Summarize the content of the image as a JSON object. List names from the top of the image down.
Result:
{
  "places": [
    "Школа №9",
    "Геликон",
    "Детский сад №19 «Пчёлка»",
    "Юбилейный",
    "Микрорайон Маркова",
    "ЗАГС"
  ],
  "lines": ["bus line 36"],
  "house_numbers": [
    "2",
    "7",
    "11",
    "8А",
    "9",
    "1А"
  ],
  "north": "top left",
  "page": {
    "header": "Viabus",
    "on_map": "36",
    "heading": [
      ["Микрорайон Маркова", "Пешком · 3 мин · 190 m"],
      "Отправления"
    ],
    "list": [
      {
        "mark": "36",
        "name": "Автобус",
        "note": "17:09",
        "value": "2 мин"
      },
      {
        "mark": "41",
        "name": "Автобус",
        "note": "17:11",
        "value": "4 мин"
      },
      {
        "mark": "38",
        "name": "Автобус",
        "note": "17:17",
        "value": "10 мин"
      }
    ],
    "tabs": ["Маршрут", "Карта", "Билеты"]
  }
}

Task instructions:
Line for line, the material above should be repeated exactly.

Solution for this task:
Summarize the content of the image as a JSON object. List names from the top of the image down.
Result:
{
  "places": [
    "Школа №9",
    "Геликон",
    "Детский сад №19 «Пчёлка»",
    "Юбилейный",
    "Микрорайон Маркова",
    "ЗАГС"
  ],
  "lines": ["bus line 36"],
  "house_numbers": [
    "2",
    "7",
    "11",
    "8А",
    "9",
    "1А"
  ],
  "north": "top left",
  "page": {
    "header": "Viabus",
    "on_map": "36",
    "heading": [
      ["Микрорайон Маркова", "Пешком · 3 мин · 190 m"],
      "Отправления"
    ],
    "list": [
      {
        "mark": "36",
        "name": "Автобус",
        "note": "17:09",
        "value": "2 мин"
      },
      {
        "mark": "41",
        "name": "Автобус",
        "note": "17:11",
        "value": "4 мин"
      },
      {
        "mark": "38",
        "name": "Автобус",
        "note": "17:17",
        "value": "10 мин"
      }
    ],
    "tabs": ["Маршрут", "Карта", "Билеты"]
  }
}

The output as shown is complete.